| Problem details |
Could you restate word for word each line from the top of the listing below through the line containing "width:16px; height:16px; translate:-50%"? Keep the pictures out.
Extracted records section start
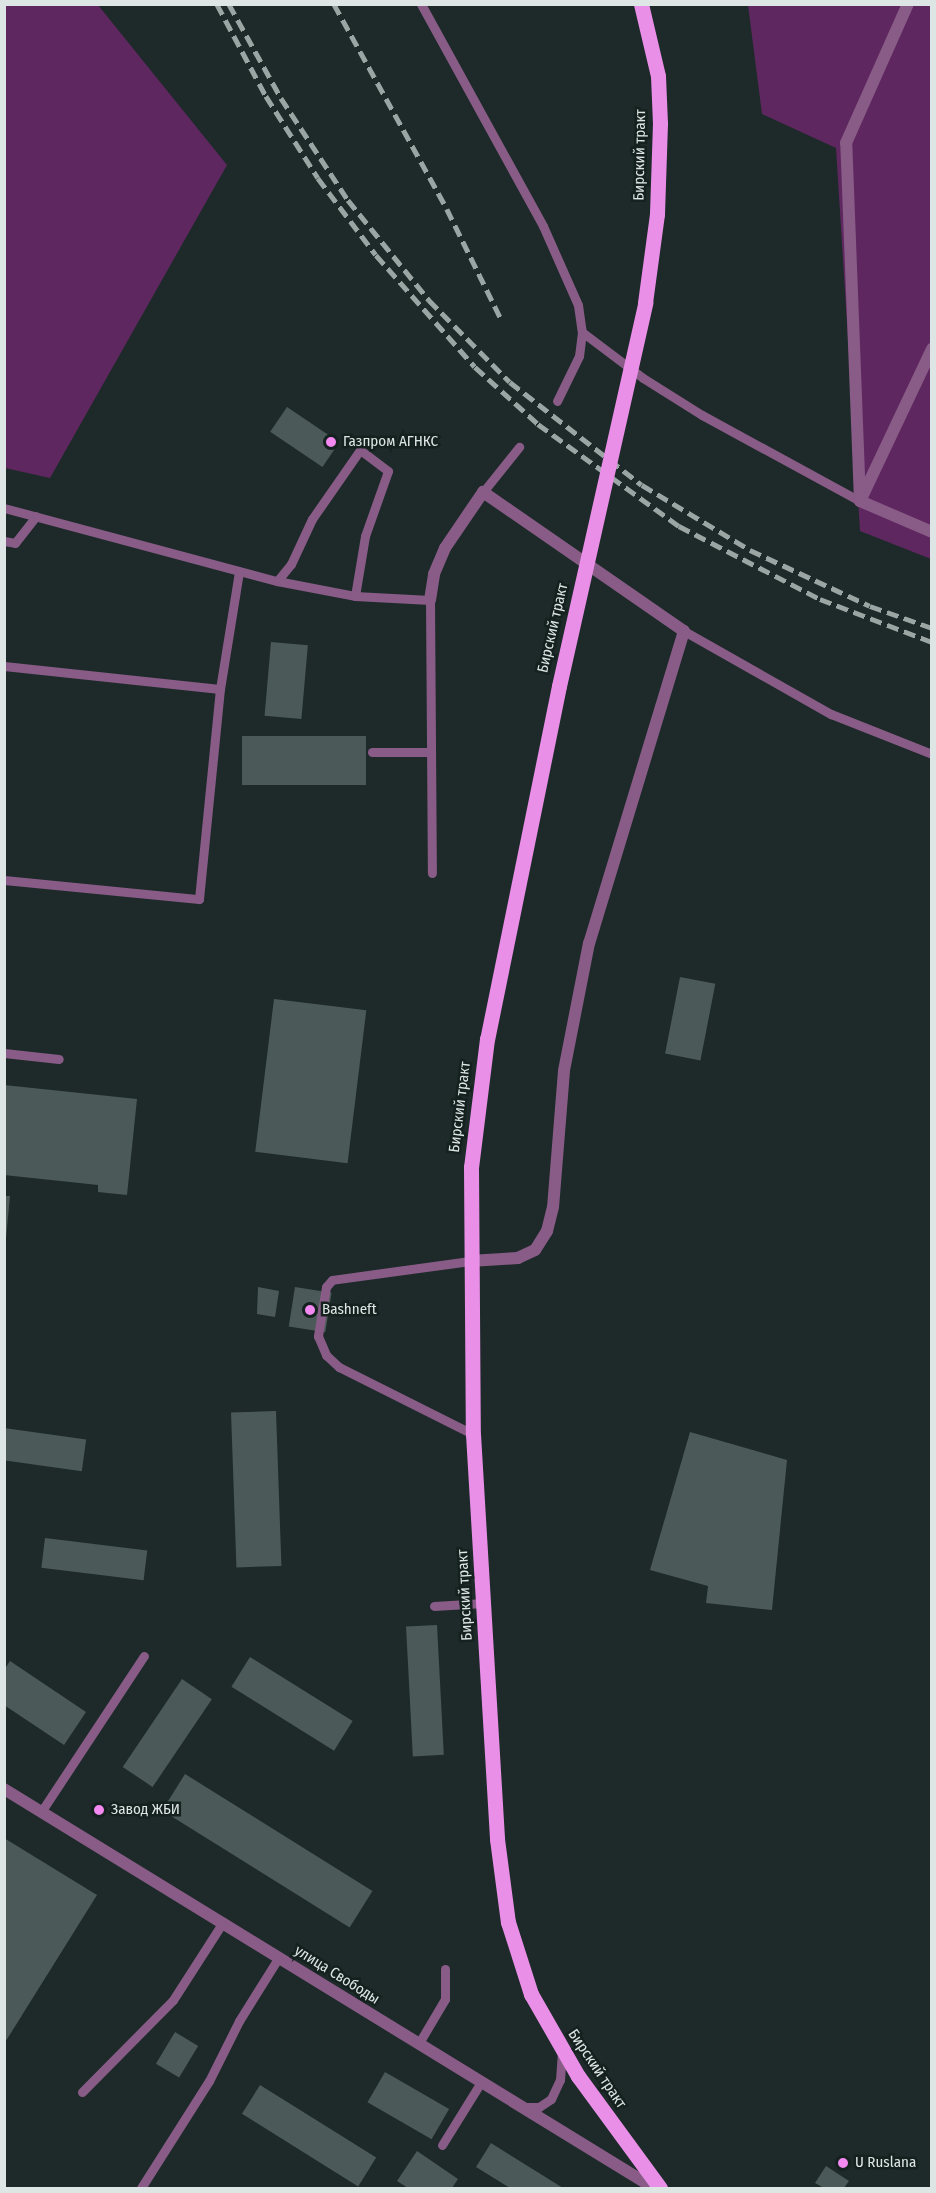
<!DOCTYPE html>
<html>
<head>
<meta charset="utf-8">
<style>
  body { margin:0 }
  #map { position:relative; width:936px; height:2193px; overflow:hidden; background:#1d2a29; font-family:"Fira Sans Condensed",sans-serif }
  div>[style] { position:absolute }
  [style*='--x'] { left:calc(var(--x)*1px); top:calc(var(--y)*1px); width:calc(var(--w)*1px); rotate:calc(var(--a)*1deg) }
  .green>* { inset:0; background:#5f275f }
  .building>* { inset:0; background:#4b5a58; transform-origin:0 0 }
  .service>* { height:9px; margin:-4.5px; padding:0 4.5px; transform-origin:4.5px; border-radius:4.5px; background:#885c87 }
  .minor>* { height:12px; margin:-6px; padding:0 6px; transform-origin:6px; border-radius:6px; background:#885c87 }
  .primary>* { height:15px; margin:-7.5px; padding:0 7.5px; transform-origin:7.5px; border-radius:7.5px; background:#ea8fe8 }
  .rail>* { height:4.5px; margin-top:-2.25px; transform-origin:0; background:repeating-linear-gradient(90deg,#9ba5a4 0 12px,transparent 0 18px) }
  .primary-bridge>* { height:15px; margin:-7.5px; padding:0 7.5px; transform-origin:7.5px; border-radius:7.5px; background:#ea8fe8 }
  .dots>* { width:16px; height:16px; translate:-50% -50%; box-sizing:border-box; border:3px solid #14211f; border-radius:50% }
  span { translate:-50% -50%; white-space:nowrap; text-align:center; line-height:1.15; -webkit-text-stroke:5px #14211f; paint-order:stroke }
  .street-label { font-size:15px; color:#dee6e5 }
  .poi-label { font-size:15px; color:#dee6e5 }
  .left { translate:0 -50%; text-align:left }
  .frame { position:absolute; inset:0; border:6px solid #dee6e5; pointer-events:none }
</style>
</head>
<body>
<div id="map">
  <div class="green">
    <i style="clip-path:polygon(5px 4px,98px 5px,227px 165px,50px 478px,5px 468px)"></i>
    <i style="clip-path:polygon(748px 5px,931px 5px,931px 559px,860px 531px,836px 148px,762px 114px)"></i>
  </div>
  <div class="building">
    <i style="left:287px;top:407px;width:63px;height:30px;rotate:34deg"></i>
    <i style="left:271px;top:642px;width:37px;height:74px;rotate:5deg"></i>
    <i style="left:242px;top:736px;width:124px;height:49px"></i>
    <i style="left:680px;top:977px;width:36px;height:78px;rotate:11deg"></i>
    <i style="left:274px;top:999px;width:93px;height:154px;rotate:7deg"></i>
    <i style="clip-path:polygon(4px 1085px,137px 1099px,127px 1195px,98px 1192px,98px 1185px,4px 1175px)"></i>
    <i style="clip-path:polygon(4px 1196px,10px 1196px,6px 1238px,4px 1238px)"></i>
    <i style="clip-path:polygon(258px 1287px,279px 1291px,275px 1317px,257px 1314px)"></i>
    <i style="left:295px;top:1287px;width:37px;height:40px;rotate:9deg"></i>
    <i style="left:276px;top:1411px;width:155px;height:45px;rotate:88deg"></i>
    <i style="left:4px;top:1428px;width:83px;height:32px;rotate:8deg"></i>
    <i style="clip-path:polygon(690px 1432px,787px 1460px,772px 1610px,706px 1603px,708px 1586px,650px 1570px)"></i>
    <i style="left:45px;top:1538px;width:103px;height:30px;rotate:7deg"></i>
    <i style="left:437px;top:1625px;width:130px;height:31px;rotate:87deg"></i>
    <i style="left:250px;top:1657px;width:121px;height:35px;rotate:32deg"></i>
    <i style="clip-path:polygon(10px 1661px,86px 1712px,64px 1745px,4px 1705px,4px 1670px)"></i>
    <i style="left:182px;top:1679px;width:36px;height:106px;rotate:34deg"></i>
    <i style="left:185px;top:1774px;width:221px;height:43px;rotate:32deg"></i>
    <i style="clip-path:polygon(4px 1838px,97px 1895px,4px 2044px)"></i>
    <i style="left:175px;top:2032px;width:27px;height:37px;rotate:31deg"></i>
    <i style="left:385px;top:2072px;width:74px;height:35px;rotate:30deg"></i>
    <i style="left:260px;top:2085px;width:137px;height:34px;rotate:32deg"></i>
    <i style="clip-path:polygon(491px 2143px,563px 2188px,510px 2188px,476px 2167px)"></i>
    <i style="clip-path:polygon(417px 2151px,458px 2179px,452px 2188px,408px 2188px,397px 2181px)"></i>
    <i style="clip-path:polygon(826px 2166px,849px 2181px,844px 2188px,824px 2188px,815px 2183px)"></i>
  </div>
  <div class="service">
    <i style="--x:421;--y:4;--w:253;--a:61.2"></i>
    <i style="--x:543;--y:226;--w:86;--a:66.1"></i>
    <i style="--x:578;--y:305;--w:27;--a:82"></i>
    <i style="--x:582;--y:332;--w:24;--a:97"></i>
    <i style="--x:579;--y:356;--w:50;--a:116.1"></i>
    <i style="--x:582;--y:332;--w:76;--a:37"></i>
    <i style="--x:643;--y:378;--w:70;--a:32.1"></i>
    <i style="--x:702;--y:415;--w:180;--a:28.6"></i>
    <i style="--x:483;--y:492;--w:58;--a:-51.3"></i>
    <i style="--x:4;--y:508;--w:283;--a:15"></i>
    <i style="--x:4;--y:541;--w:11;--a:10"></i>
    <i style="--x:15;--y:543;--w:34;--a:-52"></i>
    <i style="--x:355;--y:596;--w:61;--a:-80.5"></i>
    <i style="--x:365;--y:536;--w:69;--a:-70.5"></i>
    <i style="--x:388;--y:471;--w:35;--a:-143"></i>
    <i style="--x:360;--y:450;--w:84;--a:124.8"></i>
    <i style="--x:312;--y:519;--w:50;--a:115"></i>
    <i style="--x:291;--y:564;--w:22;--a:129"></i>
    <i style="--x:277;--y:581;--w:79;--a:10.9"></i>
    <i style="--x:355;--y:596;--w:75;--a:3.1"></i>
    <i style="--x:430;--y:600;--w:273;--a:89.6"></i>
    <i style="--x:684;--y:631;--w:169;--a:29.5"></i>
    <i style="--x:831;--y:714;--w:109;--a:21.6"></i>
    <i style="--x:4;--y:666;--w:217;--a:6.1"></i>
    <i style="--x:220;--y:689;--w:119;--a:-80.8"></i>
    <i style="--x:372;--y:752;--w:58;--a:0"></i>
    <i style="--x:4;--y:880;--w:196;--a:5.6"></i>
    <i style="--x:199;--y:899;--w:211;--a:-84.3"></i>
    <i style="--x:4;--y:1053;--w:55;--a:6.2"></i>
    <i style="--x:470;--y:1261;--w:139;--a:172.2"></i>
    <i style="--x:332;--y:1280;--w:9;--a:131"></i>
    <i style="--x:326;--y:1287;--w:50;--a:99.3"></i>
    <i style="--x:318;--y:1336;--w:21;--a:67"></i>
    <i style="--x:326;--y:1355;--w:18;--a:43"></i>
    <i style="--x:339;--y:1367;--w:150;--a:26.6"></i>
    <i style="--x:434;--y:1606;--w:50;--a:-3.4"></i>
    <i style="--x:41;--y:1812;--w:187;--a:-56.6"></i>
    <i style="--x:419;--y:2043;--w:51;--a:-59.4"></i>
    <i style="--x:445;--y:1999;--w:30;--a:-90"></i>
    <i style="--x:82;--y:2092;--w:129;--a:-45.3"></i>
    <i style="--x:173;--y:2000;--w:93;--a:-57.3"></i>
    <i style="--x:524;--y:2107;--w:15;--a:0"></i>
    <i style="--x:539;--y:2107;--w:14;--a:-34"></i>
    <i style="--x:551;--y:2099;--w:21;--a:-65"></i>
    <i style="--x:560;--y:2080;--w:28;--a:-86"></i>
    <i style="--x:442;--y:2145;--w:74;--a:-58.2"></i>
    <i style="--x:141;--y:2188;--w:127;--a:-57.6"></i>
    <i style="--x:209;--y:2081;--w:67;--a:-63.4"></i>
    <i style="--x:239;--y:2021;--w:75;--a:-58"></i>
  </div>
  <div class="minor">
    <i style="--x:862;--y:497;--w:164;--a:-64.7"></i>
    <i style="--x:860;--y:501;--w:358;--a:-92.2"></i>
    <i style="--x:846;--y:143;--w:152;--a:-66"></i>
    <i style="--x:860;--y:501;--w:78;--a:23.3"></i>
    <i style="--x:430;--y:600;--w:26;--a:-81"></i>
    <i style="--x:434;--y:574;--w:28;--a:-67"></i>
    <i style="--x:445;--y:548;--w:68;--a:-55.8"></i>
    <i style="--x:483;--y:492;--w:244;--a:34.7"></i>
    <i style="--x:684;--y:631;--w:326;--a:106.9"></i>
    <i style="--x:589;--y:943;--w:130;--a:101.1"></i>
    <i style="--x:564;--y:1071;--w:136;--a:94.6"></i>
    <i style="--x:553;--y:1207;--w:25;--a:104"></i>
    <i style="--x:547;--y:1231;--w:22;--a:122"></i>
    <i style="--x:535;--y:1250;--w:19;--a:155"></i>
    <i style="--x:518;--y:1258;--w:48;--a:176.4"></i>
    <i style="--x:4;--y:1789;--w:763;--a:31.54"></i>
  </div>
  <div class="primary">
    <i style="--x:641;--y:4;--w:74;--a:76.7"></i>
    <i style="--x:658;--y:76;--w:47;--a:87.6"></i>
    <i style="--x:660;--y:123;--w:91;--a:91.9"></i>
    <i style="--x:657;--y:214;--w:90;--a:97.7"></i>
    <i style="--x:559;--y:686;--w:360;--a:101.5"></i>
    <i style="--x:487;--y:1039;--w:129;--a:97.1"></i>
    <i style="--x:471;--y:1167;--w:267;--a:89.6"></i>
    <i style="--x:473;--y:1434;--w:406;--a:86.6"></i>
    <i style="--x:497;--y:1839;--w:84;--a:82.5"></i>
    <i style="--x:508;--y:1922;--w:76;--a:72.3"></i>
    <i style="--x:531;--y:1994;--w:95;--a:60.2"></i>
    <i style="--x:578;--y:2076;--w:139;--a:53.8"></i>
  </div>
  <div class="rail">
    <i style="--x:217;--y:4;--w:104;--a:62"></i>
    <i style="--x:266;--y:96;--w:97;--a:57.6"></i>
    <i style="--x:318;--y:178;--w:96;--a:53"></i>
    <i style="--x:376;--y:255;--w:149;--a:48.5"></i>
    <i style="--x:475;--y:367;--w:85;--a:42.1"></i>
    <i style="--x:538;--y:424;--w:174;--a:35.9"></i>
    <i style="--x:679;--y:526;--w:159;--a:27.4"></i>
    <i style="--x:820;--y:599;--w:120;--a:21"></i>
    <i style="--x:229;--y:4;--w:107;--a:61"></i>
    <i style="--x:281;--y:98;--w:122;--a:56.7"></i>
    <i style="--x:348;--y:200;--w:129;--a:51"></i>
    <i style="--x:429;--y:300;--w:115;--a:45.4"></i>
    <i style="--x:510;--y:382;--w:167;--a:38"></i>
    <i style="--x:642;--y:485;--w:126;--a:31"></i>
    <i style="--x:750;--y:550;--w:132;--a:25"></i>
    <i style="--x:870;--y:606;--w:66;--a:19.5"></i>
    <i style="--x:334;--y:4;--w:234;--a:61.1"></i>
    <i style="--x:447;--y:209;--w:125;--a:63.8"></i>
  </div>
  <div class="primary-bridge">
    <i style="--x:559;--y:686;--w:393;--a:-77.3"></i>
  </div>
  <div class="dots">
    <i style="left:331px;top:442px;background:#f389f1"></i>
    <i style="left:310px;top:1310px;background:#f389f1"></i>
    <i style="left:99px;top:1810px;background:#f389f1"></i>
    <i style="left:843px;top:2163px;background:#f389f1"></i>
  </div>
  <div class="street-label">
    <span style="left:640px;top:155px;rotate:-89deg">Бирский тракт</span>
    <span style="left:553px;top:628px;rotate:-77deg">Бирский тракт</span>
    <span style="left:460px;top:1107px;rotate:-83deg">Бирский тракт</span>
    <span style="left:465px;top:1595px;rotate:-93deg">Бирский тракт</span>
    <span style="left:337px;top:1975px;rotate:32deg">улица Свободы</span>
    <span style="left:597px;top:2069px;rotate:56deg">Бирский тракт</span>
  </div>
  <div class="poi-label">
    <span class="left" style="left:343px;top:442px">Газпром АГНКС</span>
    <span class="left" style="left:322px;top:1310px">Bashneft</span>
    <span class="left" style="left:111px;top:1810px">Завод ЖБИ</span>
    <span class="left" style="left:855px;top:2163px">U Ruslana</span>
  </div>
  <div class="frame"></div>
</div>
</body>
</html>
Extracted records section end
| Result |
<!DOCTYPE html>
<html>
<head>
<meta charset="utf-8">
<style>
  body { margin:0 }
  #map { position:relative; width:936px; height:2193px; overflow:hidden; background:#1d2a29; font-family:"Fira Sans Condensed",sans-serif }
  div>[style] { position:absolute }
  [style*='--x'] { left:calc(var(--x)*1px); top:calc(var(--y)*1px); width:calc(var(--w)*1px); rotate:calc(var(--a)*1deg) }
  .green>* { inset:0; background:#5f275f }
  .building>* { inset:0; background:#4b5a58; transform-origin:0 0 }
  .service>* { height:9px; margin:-4.5px; padding:0 4.5px; transform-origin:4.5px; border-radius:4.5px; background:#885c87 }
  .minor>* { height:12px; margin:-6px; padding:0 6px; transform-origin:6px; border-radius:6px; background:#885c87 }
  .primary>* { height:15px; margin:-7.5px; padding:0 7.5px; transform-origin:7.5px; border-radius:7.5px; background:#ea8fe8 }
  .rail>* { height:4.5px; margin-top:-2.25px; transform-origin:0; background:repeating-linear-gradient(90deg,#9ba5a4 0 12px,transparent 0 18px) }
  .primary-bridge>* { height:15px; margin:-7.5px; padding:0 7.5px; transform-origin:7.5px; border-radius:7.5px; background:#ea8fe8 }
  .dots>* { width:16px; height:16px; translate:-50% -50%; box-sizing:border-box; border:3px solid #14211f; border-radius:50% }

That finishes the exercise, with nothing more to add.